◆ Task instructions
Return verbatim the line containing "What data does" together with all lines that follow it in the records, and no other material.

◆ Entries shown
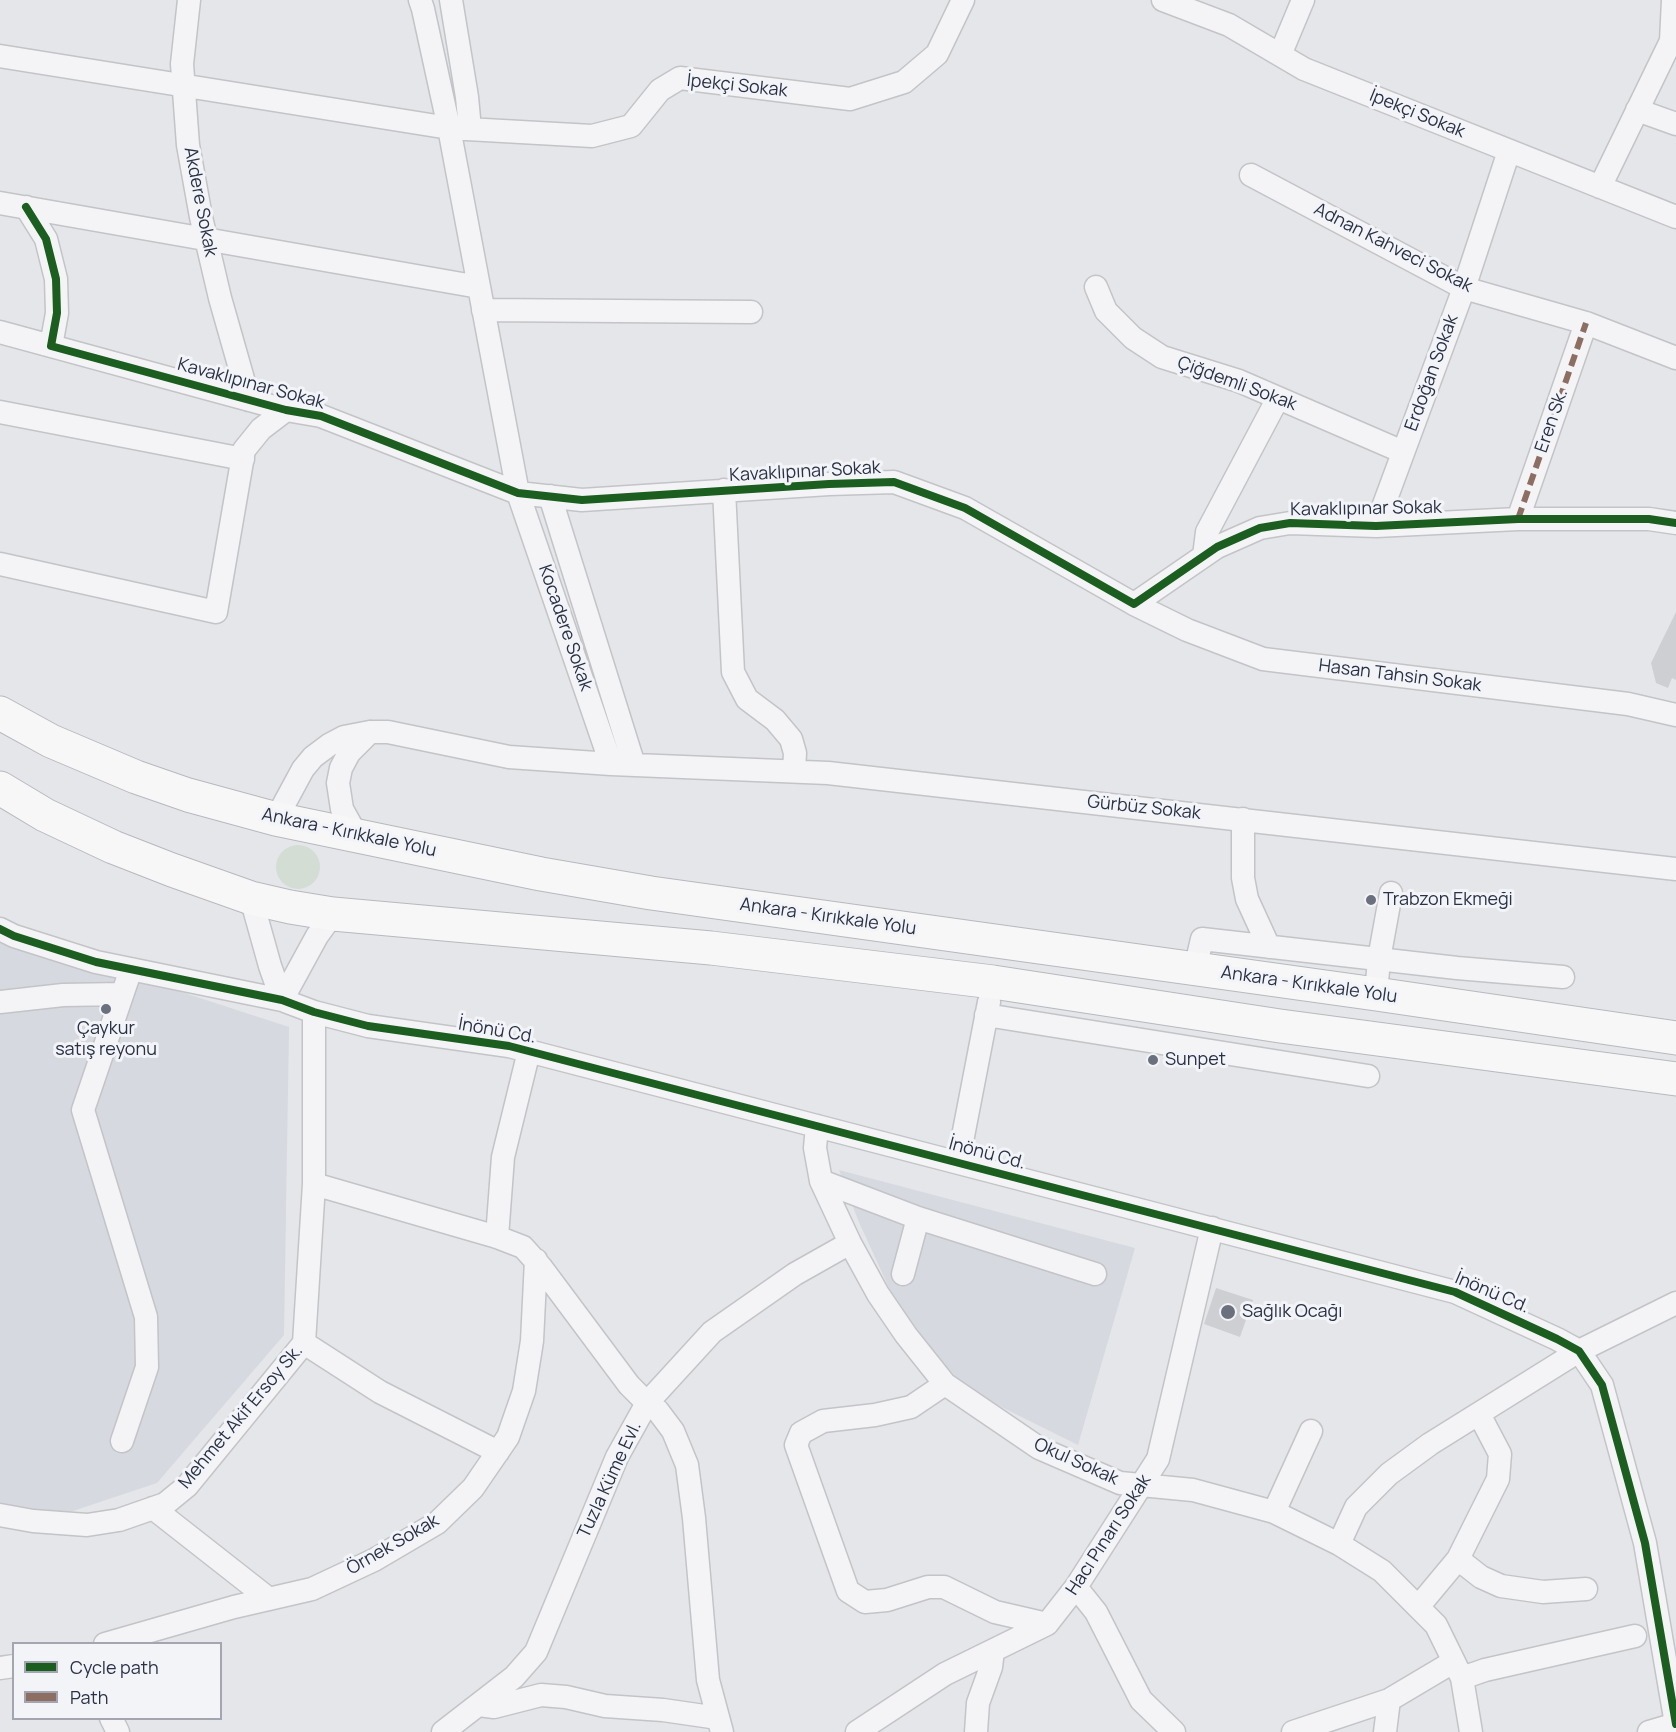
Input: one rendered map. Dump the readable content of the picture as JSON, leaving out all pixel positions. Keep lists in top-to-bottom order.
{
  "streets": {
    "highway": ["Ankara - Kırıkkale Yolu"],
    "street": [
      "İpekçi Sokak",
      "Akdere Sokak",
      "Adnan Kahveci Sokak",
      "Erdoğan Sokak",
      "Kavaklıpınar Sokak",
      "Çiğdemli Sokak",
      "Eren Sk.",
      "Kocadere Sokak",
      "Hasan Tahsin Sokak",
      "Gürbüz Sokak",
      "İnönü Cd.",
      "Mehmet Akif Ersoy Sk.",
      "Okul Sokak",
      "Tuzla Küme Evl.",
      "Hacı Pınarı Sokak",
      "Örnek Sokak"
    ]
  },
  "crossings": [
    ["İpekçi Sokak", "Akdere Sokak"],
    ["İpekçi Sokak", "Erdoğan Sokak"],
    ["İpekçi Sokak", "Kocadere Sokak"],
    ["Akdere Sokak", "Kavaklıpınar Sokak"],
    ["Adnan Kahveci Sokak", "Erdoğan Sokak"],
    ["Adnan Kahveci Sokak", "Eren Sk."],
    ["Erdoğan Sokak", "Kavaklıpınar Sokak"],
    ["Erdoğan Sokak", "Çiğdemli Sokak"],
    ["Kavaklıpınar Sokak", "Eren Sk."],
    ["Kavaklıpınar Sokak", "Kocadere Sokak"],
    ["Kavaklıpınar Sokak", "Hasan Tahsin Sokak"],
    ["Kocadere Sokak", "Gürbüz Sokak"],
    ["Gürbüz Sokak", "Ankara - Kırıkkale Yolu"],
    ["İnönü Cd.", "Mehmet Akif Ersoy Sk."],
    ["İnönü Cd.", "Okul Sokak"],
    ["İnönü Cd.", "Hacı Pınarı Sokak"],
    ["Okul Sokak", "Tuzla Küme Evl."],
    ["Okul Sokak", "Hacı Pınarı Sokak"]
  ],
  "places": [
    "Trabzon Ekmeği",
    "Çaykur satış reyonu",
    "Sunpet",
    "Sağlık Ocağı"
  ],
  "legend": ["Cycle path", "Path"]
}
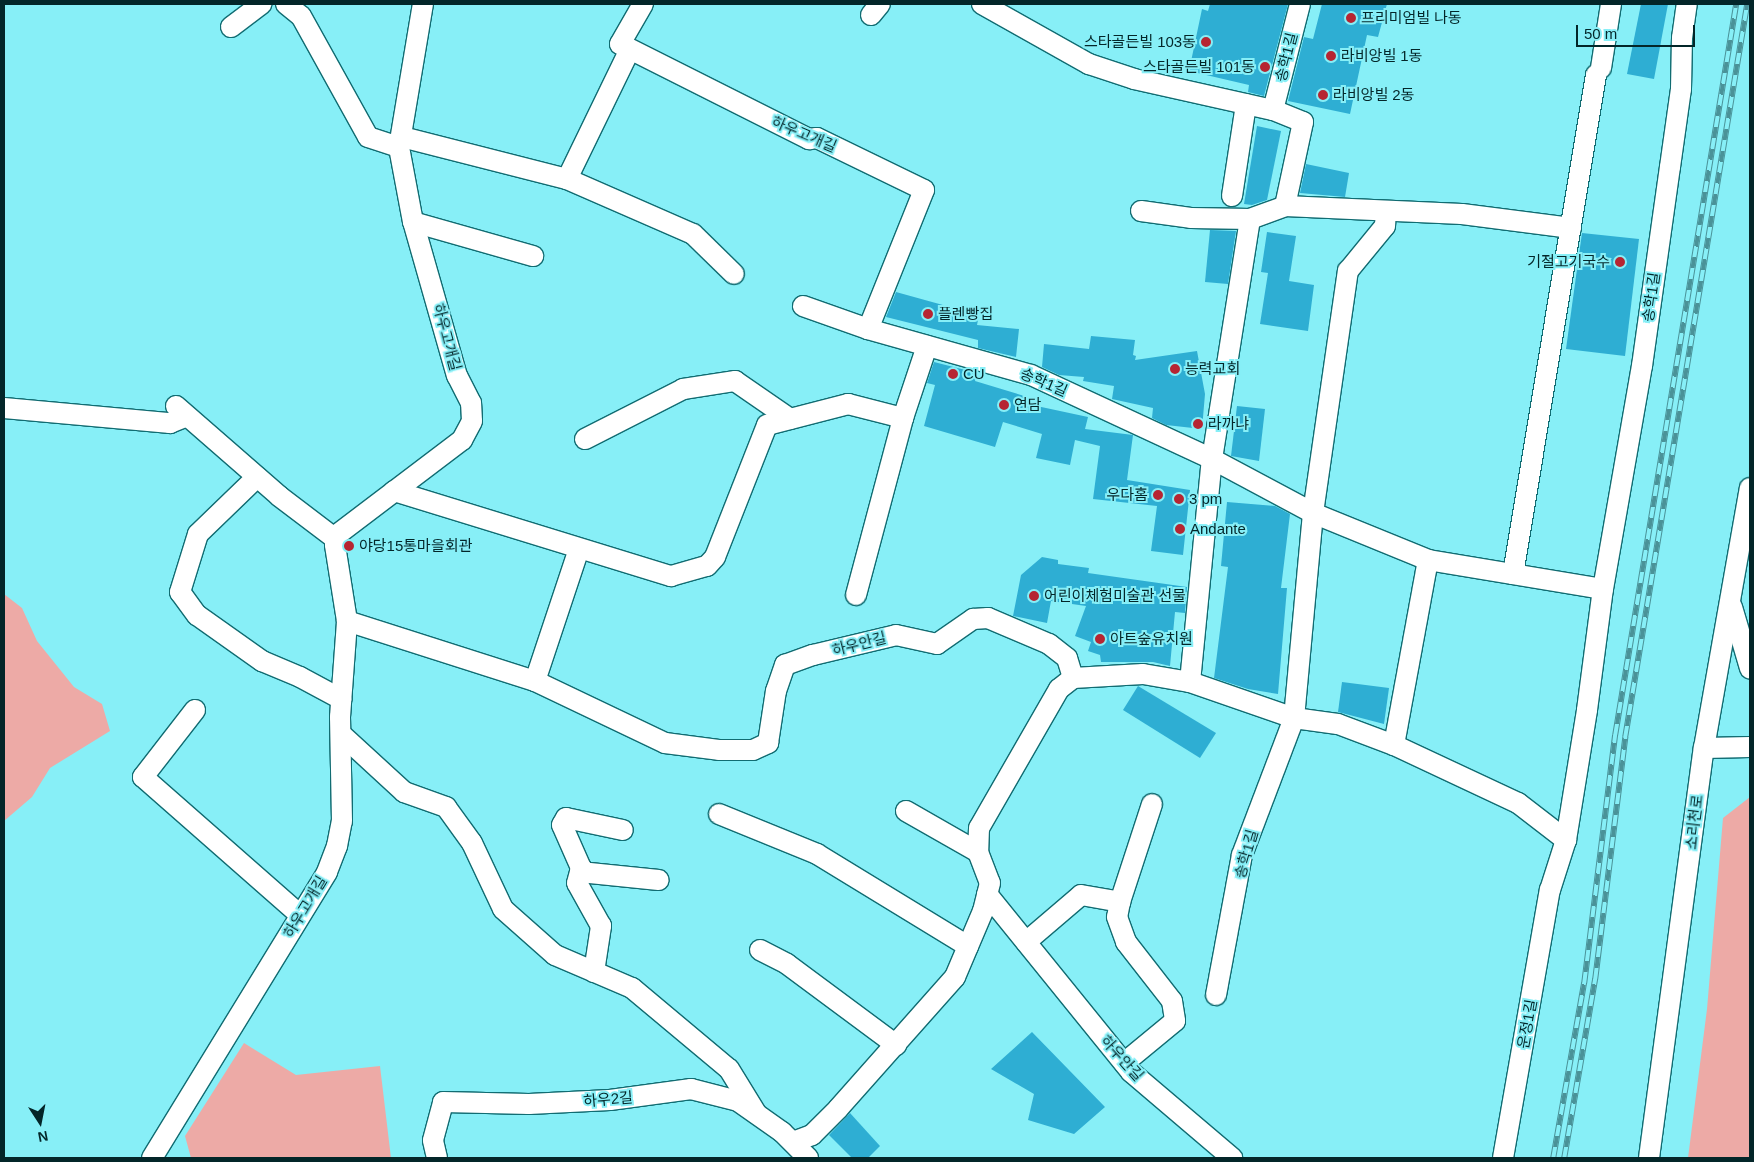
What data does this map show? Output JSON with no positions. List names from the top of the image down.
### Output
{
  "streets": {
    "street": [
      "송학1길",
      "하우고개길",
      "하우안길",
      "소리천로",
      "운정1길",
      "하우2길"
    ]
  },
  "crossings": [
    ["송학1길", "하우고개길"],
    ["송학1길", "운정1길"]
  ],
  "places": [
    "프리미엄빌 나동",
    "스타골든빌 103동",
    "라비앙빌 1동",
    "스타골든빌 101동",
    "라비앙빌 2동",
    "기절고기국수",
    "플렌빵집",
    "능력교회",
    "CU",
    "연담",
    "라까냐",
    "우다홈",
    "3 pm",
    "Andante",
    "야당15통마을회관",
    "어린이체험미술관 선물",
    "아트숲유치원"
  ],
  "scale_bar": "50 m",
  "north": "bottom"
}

◆ Exercise result
What data does this map show? Output JSON with no positions. List names from the top of the image down.
### Output
{
  "streets": {
    "street": [
      "송학1길",
      "하우고개길",
      "하우안길",
      "소리천로",
      "운정1길",
      "하우2길"
    ]
  },
  "crossings": [
    ["송학1길", "하우고개길"],
    ["송학1길", "운정1길"]
  ],
  "places": [
    "프리미엄빌 나동",
    "스타골든빌 103동",
    "라비앙빌 1동",
    "스타골든빌 101동",
    "라비앙빌 2동",
    "기절고기국수",
    "플렌빵집",
    "능력교회",
    "CU",
    "연담",
    "라까냐",
    "우다홈",
    "3 pm",
    "Andante",
    "야당15통마을회관",
    "어린이체험미술관 선물",
    "아트숲유치원"
  ],
  "scale_bar": "50 m",
  "north": "bottom"
}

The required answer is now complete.